“Ricordare è un esercizio doloroso per le vittime di violenze, sessuali e non, è un gesto di generosità al servizio della riconciliazione”, con queste parole Laura Boldrini, presidente della Camera e forte di anni di esperienza con i rifugiati per l’agenzia delle Nazioni Unite Unhcr, introduce l’incontro “La verità necessaria. I processi di riconciliazione nei paesi delle Primavere Arabe” svoltosi alla Camera dei Deputati la mattina del 2 luglio. “Lo scopo è andare oltre la mera denuncia. Il riconoscimento pubblico e ufficiale delle vittime le rende figure eroiche”. Tre le testimonianze che si sono succedute nel corso dell’incontro, dirette o mediate, delle atroci barbarie perpetrate dal regime di Gheddafi in Libia nel pieno della guerra civile, anche se situazioni del genere hanno radici più profonde degli eventi contingenti degli ultimi due anni.
“Tutto è stato violentato per quattro decenni”, conferma Juma Ahmad Atigha, vicepresidente del Congresso generale nazionale della Libia, “la volontà popolare, i sogni, oltre alle donne. Era diventata una delle armi contro la gente che alla fine ha detto no al regime”. La priorità assoluta è ora l’approvazione di un progetto di legge presentato affinché chi ha subito violenze sessuali nel corso della rivolta venga parificato alle vittime di guerra. “L’approccio giudiziale serve per gestire gli aspetti delle compensazioni materiali”, con la consapevolezza che le ferite “potranno cicatrizzarsi ma mai essere cancellate”.
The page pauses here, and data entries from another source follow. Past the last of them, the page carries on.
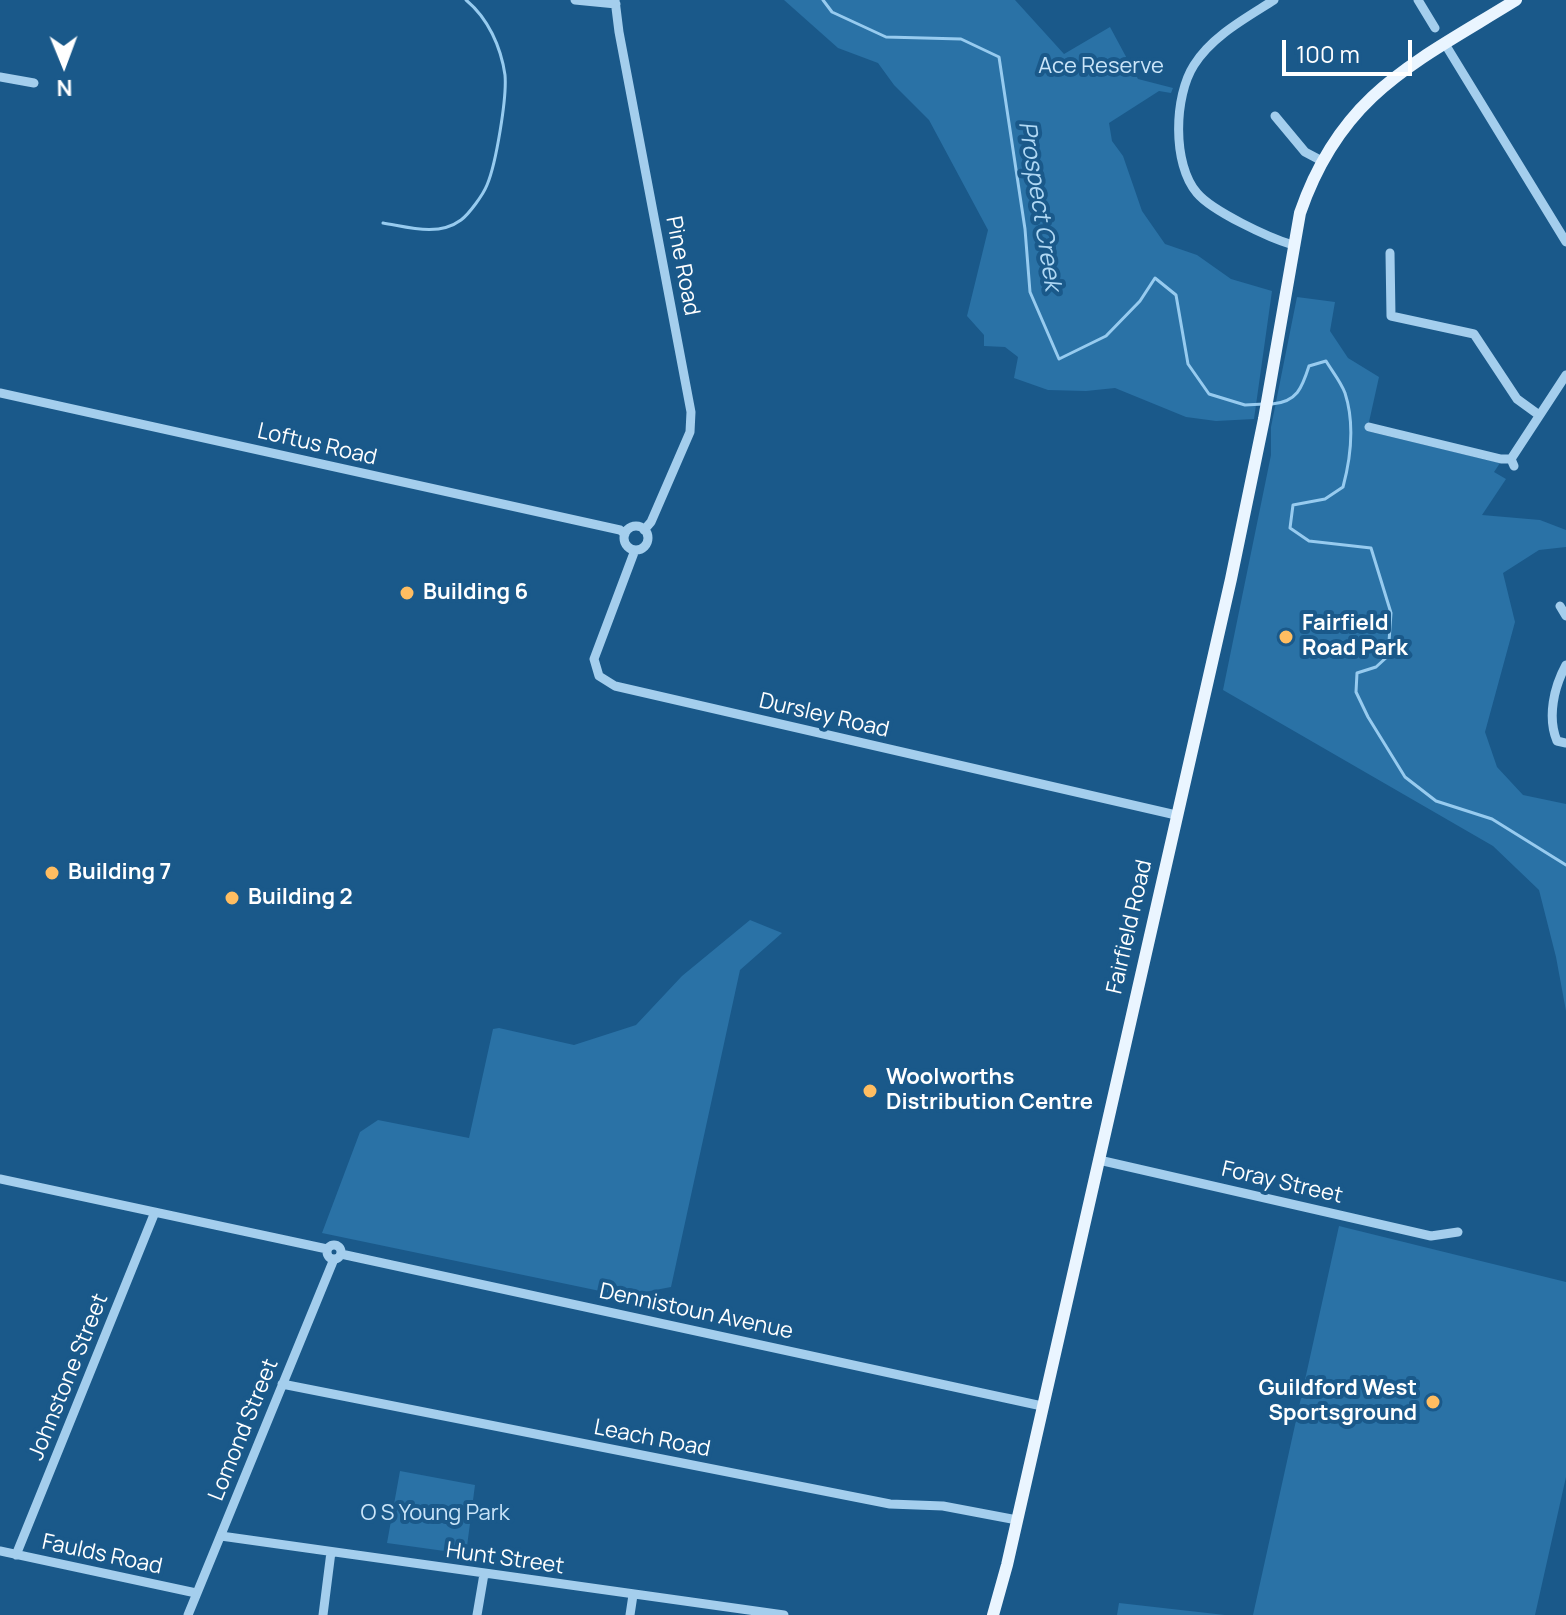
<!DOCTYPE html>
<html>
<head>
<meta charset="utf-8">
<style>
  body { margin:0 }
  #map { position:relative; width:1566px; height:1615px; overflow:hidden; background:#1a598a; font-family:Manrope,sans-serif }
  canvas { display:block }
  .north { position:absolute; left:24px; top:24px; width:80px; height:80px; -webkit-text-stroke:6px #1a598a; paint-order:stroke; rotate:179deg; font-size:22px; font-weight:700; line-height:32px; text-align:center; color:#fff }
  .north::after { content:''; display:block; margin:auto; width:28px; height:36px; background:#fff; clip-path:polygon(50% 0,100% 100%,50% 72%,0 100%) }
  .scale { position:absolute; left:1282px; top:40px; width:130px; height:36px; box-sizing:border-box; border:4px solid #fff; border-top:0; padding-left:10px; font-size:24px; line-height:28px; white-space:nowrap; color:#fff; -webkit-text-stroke:6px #1a598a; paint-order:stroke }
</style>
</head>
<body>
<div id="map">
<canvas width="1566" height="1615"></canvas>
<div class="north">N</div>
<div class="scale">100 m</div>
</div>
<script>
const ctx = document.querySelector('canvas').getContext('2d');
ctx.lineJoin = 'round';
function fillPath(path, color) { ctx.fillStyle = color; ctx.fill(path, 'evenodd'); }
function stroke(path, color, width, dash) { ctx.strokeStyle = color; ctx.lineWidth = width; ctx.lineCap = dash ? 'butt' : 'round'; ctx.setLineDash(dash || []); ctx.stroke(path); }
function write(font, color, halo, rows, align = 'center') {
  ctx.font = font + ' Manrope,sans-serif'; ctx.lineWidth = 8; ctx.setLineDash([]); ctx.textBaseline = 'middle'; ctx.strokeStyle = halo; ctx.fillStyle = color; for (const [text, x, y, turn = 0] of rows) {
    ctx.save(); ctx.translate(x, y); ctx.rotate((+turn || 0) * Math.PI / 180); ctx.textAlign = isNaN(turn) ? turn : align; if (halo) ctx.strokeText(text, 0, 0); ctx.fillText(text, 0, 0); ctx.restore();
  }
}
fillPath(new Path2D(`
  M784 0H1015L1064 54 1110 27 1138 79 1173 88 1171 93 1159 91 1109 123 1112 141 1123 156 1142 211 1165 244 1197 255 1231 279 1272 291 1254 419 1216 421 1186 417 1115 388 1086 391 1048 390 1014 378 1018 357 1005 347 984 346V335L967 316 988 230 929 120 894 85 878 63 838 48Z
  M1297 297 1335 302 1330 331 1348 358 1379 377 1367 431 1500 463 1494 472 1506 479 1482 515 1540 520 1566 530V547L1539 550 1503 573 1515 622 1485 732 1497 767 1523 795 1566 804V1011L1556 957 1539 890 1493 846 1223 690 1271 455V427Z
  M750 920 782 933 740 970 671 1287 624 1296 322 1233 360 1132 378 1120 469 1138 493 1029 499 1028 574 1045 636 1025 682 976Z
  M1339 1226 1566 1282V1477L1535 1615H1253Z
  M400 1471 475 1485 466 1554 387 1543Z
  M1119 1603 1225 1615H1117Z`), '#2a72a6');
stroke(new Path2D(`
  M823 0 832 12 886 37 961 39 999 57 1025 229 1030 292 1059 359 1106 336 1140 301 1155 278 1176 295 1188 364 1209 394 1245 405 1264 404
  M383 223C408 227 438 237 461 220 469 214 483 195 487 185 496 164 507 98 505 75 501 47 488 18 466 0
  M1272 404C1297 402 1302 388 1309 366L1326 361C1332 371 1341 382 1345 393 1355 424 1351 457 1343 487L1325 499 1293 505 1290 528 1309 541 1371 548 1391 613 1388 656 1376 667 1357 673 1356 692 1368 717 1405 777 1436 801 1492 819 1566 865`), '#97cbef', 3);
stroke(new Path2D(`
  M575 0 616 4
  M615 0 619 32 691 412 690 432 651 522 644 530
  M1274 0C1246 18 1212 36 1194 65 1174 96 1172 164 1197 193 1212 211 1269 238 1293 245
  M1418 0 1435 28
  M1445 44 1566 242
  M0 77 34 83
  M1275 116 1305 152 1322 161
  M1390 253 1391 316 1474 334 1517 399 1539 415
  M0 393 620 530 625 534
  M1369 427 1501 459H1511
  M1514 466 1511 459 1566 375
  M624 538a12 12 0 1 1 24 0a12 12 0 1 1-24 0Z
  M635 550 594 659 599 676 615 686 1176 815
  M1560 606 1566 616
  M1566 665C1554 687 1547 717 1557 741L1566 743
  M1099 1160 1431 1236 1458 1232
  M0 1179 327 1249
  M327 1252a7 7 0 1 1 14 0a7 7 0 1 1-14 0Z
  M341 1254 1042 1406
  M282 1384 890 1504 943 1506 1017 1520
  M221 1536 784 1615
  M0 1551 196 1593
  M16 1555 155 1212
  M188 1615 334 1259
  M323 1615 331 1552
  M477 1615 484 1574
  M630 1615 633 1595`), '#a4ceed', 9);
stroke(new Path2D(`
  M993 1615 1007 1565 1231 579 1264 419 1300 213C1341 93 1416 62 1516 0`), '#eaf5ff', 12);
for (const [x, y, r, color] of [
  [407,593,8,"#ffbd61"],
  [1286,637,8,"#ffbd61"],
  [52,873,8,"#ffbd61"],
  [232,898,8,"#ffbd61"],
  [870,1091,8,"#ffbd61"],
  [1433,1402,8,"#ffbd61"]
]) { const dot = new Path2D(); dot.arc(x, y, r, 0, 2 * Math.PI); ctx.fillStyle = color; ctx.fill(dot); stroke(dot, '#1a598a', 3); }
write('22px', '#cae5f9', '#1a598a', [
  ["Ace Reserve",1101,67],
  ["O S Young Park",435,1514]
]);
write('22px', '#fff', '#1a598a', [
  ["Pine Road",682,266,79],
  ["Loftus Road",317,445,13],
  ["Dursley Road",824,716,13],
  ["Fairfield Road",1130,927,-77],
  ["Foray Street",1282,1183,13],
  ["Dennistoun Avenue",696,1312,12],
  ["Johnstone Street",69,1377,-68],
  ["Lomond Street",244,1430,-68],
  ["Leach Road",652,1439,11],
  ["Faulds Road",102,1555,12],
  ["Hunt Street",505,1559,8]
]);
write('bold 22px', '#fff', '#1a598a', [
  ["Building 6",423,593],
  ["Fairfield",1302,624],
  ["Road Park",1302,649],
  ["Building 7",68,873],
  ["Building 2",248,898],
  ["Woolworths",886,1078],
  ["Distribution Centre",886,1103],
  ["Guildford West",1417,1389,"right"],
  ["Sportsground",1417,1414,"right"]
], 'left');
write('italic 24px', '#b0d8f4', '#1a598a', [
  ["Prospect Creek",1039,206,81]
]);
</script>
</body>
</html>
Non è facile riuscire a parlare di determinate circostanze, Soraya ne è stata capace e la sua storia è stata pubblicata dalla giornalista di Le Monde Annick Cojean nel libro “Le prede. Nell’harem di Gheddafi”. “Capii che avevo il dovere di farlo, il silenzio era il migliore alleato di Gheddafi”, racconta la stessa Cojean. Rapita e portata nel deserto, dopo le analisi del sangue Soraya è stata spinta nella stanza del “padrone”, picchiata, forzata ad assumere cocaina, costretta a danzare nuda per il divertimento del Colonnello, “un inferno, il contrario dei valori imparati e vissuti a casa”.
Era entrata a far parte delle amazzoni, lo stuolo di ragazze che seguivano e proteggevano il dittatore, “accolte dai nostri uomini politici che non si chiedevano chi fossero, che libertà avessero, oppure sapevano già e c’era colpevole indulgenza. Fa parte dei delitti accettabili circondarsi di belle donne”. La realtà supera l’immaginazione, gli aguzzini erano spesso mercenari a loro volta minacciati di morte se non avessero compiuto le peggiori efferatezze, “non si esce indenni da tali indagini, succede in tutte le guerre”.
“Al culmine della rivoluzione ci era stato chiesto di partecipare ad un video contro il regime, messo in onda da Al Jazeera”, racconta un’altra ragazza, presente in aula ma protetta dall’anonimato. “Dopo un paio di giorni io e altre due amiche siamo state denunciate e arrestate davanti all’università”, con gli altri studenti ovviamente impossibilitati a tentare qualsiasi tipo di intervento.
“Siamo state trasferite in un luogo segreto dopo tre ore di viaggio, bendate. Le altre due, non sposate, sono state portate via e non le ho più viste, io sono rimasta due mesi in prigione, sempre nuda, mi trascinavo a forza perché dopo le scosse elettriche non riuscivo a camminare”. Era incinta, le torture le hanno fatto perdere il bambino e diventare sterile, senza parlare dei continui abusi sessuali. La cosa peggiore è forse il fatto che la società non l’abbia perdonata, “mi hanno detto che se non avessi preso parte al video sarei rimasta al sicuro. L’unico risarcimento è che venga fatta giustizia, che queste persone siano catturate e mostrate al mondo”.
Un altro uomo ricorda invece il terribile periodo alla ricerca del figlio, aggredito in casa e scomparso in chissà quale prigione per diverso tempo. “Quando finalmente ho scoperto dov’era, in un carcere camuffato da azienda, sono andato sul luogo, ho parlato con le guardie. Ho visto la stanza delle torture, 6 metri per 6, con corde pendenti dal soffitto e una sedia elettrica. In altre c’erano bambini di 10/11 anni, arrestati per chiedere il riscatto alle famiglie”. Il bagno era una camera inondata di acqua mista agli stessi bisogni dei prigionieri. “Mio figlio ora è a casa, ha due dita tagliate e una gamba rotta, sta malissimo. Solo se la legge verrà approvata riavrà i suoi diritti”.